## Records provided

-- -- --

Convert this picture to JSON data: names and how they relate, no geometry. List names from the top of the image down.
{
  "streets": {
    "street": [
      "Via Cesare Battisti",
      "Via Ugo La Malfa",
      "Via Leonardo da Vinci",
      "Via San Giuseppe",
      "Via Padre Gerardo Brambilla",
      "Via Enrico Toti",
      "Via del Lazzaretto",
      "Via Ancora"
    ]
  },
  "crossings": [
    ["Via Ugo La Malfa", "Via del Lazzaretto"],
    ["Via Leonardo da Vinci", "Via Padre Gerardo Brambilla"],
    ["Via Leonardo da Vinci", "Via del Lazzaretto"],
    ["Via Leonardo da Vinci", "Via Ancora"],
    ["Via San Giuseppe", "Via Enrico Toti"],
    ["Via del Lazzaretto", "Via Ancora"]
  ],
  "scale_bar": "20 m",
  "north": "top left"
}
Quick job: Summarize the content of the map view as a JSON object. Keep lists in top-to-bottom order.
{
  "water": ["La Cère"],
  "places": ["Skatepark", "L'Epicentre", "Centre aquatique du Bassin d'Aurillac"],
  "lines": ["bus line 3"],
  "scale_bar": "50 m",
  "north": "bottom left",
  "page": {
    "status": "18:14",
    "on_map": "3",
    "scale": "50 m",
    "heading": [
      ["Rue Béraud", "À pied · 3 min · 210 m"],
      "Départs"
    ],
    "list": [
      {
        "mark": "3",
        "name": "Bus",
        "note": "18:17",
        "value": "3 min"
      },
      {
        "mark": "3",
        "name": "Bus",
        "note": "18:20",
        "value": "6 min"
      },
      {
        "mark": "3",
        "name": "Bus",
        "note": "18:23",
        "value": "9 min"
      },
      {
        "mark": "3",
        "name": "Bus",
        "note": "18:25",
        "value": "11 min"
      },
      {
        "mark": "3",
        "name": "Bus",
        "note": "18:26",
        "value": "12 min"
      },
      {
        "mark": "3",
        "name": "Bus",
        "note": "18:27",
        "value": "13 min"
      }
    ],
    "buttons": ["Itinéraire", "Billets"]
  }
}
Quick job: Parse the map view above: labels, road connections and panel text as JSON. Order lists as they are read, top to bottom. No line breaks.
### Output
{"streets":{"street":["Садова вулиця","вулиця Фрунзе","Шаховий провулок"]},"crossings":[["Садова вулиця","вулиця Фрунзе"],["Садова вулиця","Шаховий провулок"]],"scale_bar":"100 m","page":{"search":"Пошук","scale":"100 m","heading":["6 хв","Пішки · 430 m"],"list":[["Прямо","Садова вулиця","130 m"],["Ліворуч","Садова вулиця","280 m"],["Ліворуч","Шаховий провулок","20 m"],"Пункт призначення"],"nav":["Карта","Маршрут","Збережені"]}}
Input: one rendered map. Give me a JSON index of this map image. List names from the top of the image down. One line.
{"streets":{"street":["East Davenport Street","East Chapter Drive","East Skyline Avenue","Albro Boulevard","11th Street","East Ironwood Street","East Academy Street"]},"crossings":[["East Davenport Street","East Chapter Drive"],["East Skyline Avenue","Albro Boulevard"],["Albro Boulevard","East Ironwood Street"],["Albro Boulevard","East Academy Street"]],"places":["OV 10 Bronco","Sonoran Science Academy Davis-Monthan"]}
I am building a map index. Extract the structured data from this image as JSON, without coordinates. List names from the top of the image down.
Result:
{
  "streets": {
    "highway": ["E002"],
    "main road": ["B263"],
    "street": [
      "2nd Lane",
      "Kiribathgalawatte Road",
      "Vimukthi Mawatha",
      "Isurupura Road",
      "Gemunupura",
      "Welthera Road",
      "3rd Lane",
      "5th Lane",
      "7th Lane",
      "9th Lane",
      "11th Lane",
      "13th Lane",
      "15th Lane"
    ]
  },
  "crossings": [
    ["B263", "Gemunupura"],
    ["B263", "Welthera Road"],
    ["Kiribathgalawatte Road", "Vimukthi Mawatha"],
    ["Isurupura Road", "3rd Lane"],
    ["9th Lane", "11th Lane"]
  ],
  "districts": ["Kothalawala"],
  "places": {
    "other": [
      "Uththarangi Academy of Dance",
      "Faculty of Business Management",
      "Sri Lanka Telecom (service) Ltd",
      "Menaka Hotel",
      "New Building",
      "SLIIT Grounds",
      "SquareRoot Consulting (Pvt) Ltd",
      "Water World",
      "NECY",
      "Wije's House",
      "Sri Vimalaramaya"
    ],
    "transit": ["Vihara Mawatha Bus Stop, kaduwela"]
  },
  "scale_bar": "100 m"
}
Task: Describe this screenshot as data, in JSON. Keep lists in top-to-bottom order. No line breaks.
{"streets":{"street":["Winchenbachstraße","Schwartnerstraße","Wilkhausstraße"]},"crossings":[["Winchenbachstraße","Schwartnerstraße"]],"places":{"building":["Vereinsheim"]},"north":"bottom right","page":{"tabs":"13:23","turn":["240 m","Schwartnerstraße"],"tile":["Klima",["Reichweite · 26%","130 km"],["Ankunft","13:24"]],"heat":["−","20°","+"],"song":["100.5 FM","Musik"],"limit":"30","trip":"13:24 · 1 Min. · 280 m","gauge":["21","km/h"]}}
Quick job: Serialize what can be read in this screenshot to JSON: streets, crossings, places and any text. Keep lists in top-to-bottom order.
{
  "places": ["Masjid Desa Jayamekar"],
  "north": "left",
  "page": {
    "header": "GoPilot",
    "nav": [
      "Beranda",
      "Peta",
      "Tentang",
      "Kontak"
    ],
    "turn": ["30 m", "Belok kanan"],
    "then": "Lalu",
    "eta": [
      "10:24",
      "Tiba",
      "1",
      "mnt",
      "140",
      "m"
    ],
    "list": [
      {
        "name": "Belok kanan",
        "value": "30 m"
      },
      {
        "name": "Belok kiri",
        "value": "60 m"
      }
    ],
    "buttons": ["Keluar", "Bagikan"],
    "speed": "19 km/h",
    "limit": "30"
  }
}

-- -- --

## Required action
Start at the top line of the records and retype them all exactly.

## Answer box
Convert this picture to JSON data: names and how they relate, no geometry. List names from the top of the image down.
{
  "streets": {
    "street": [
      "Via Cesare Battisti",
      "Via Ugo La Malfa",
      "Via Leonardo da Vinci",
      "Via San Giuseppe",
      "Via Padre Gerardo Brambilla",
      "Via Enrico Toti",
      "Via del Lazzaretto",
      "Via Ancora"
    ]
  },
  "crossings": [
    ["Via Ugo La Malfa", "Via del Lazzaretto"],
    ["Via Leonardo da Vinci", "Via Padre Gerardo Brambilla"],
    ["Via Leonardo da Vinci", "Via del Lazzaretto"],
    ["Via Leonardo da Vinci", "Via Ancora"],
    ["Via San Giuseppe", "Via Enrico Toti"],
    ["Via del Lazzaretto", "Via Ancora"]
  ],
  "scale_bar": "20 m",
  "north": "top left"
}
Quick job: Summarize the content of the map view as a JSON object. Keep lists in top-to-bottom order.
{
  "water": ["La Cère"],
  "places": ["Skatepark", "L'Epicentre", "Centre aquatique du Bassin d'Aurillac"],
  "lines": ["bus line 3"],
  "scale_bar": "50 m",
  "north": "bottom left",
  "page": {
    "status": "18:14",
    "on_map": "3",
    "scale": "50 m",
    "heading": [
      ["Rue Béraud", "À pied · 3 min · 210 m"],
      "Départs"
    ],
    "list": [
      {
        "mark": "3",
        "name": "Bus",
        "note": "18:17",
        "value": "3 min"
      },
      {
        "mark": "3",
        "name": "Bus",
        "note": "18:20",
        "value": "6 min"
      },
      {
        "mark": "3",
        "name": "Bus",
        "note": "18:23",
        "value": "9 min"
      },
      {
        "mark": "3",
        "name": "Bus",
        "note": "18:25",
        "value": "11 min"
      },
      {
        "mark": "3",
        "name": "Bus",
        "note": "18:26",
        "value": "12 min"
      },
      {
        "mark": "3",
        "name": "Bus",
        "note": "18:27",
        "value": "13 min"
      }
    ],
    "buttons": ["Itinéraire", "Billets"]
  }
}
Quick job: Parse the map view above: labels, road connections and panel text as JSON. Order lists as they are read, top to bottom. No line breaks.
### Output
{"streets":{"street":["Садова вулиця","вулиця Фрунзе","Шаховий провулок"]},"crossings":[["Садова вулиця","вулиця Фрунзе"],["Садова вулиця","Шаховий провулок"]],"scale_bar":"100 m","page":{"search":"Пошук","scale":"100 m","heading":["6 хв","Пішки · 430 m"],"list":[["Прямо","Садова вулиця","130 m"],["Ліворуч","Садова вулиця","280 m"],["Ліворуч","Шаховий провулок","20 m"],"Пункт призначення"],"nav":["Карта","Маршрут","Збережені"]}}
Input: one rendered map. Give me a JSON index of this map image. List names from the top of the image down. One line.
{"streets":{"street":["East Davenport Street","East Chapter Drive","East Skyline Avenue","Albro Boulevard","11th Street","East Ironwood Street","East Academy Street"]},"crossings":[["East Davenport Street","East Chapter Drive"],["East Skyline Avenue","Albro Boulevard"],["Albro Boulevard","East Ironwood Street"],["Albro Boulevard","East Academy Street"]],"places":["OV 10 Bronco","Sonoran Science Academy Davis-Monthan"]}
I am building a map index. Extract the structured data from this image as JSON, without coordinates. List names from the top of the image down.
Result:
{
  "streets": {
    "highway": ["E002"],
    "main road": ["B263"],
    "street": [
      "2nd Lane",
      "Kiribathgalawatte Road",
      "Vimukthi Mawatha",
      "Isurupura Road",
      "Gemunupura",
      "Welthera Road",
      "3rd Lane",
      "5th Lane",
      "7th Lane",
      "9th Lane",
      "11th Lane",
      "13th Lane",
      "15th Lane"
    ]
  },
  "crossings": [
    ["B263", "Gemunupura"],
    ["B263", "Welthera Road"],
    ["Kiribathgalawatte Road", "Vimukthi Mawatha"],
    ["Isurupura Road", "3rd Lane"],
    ["9th Lane", "11th Lane"]
  ],
  "districts": ["Kothalawala"],
  "places": {
    "other": [
      "Uththarangi Academy of Dance",
      "Faculty of Business Management",
      "Sri Lanka Telecom (service) Ltd",
      "Menaka Hotel",
      "New Building",
      "SLIIT Grounds",
      "SquareRoot Consulting (Pvt) Ltd",
      "Water World",
      "NECY",
      "Wije's House",
      "Sri Vimalaramaya"
    ],
    "transit": ["Vihara Mawatha Bus Stop, kaduwela"]
  },
  "scale_bar": "100 m"
}
Task: Describe this screenshot as data, in JSON. Keep lists in top-to-bottom order. No line breaks.
{"streets":{"street":["Winchenbachstraße","Schwartnerstraße","Wilkhausstraße"]},"crossings":[["Winchenbachstraße","Schwartnerstraße"]],"places":{"building":["Vereinsheim"]},"north":"bottom right","page":{"tabs":"13:23","turn":["240 m","Schwartnerstraße"],"tile":["Klima",["Reichweite · 26%","130 km"],["Ankunft","13:24"]],"heat":["−","20°","+"],"song":["100.5 FM","Musik"],"limit":"30","trip":"13:24 · 1 Min. · 280 m","gauge":["21","km/h"]}}
Quick job: Serialize what can be read in this screenshot to JSON: streets, crossings, places and any text. Keep lists in top-to-bottom order.
{
  "places": ["Masjid Desa Jayamekar"],
  "north": "left",
  "page": {
    "header": "GoPilot",
    "nav": [
      "Beranda",
      "Peta",
      "Tentang",
      "Kontak"
    ],
    "turn": ["30 m", "Belok kanan"],
    "then": "Lalu",
    "eta": [
      "10:24",
      "Tiba",
      "1",
      "mnt",
      "140",
      "m"
    ],
    "list": [
      {
        "name": "Belok kanan",
        "value": "30 m"
      },
      {
        "name": "Belok kiri",
        "value": "60 m"
      }
    ],
    "buttons": ["Keluar", "Bagikan"],
    "speed": "19 km/h",
    "limit": "30"
  }
}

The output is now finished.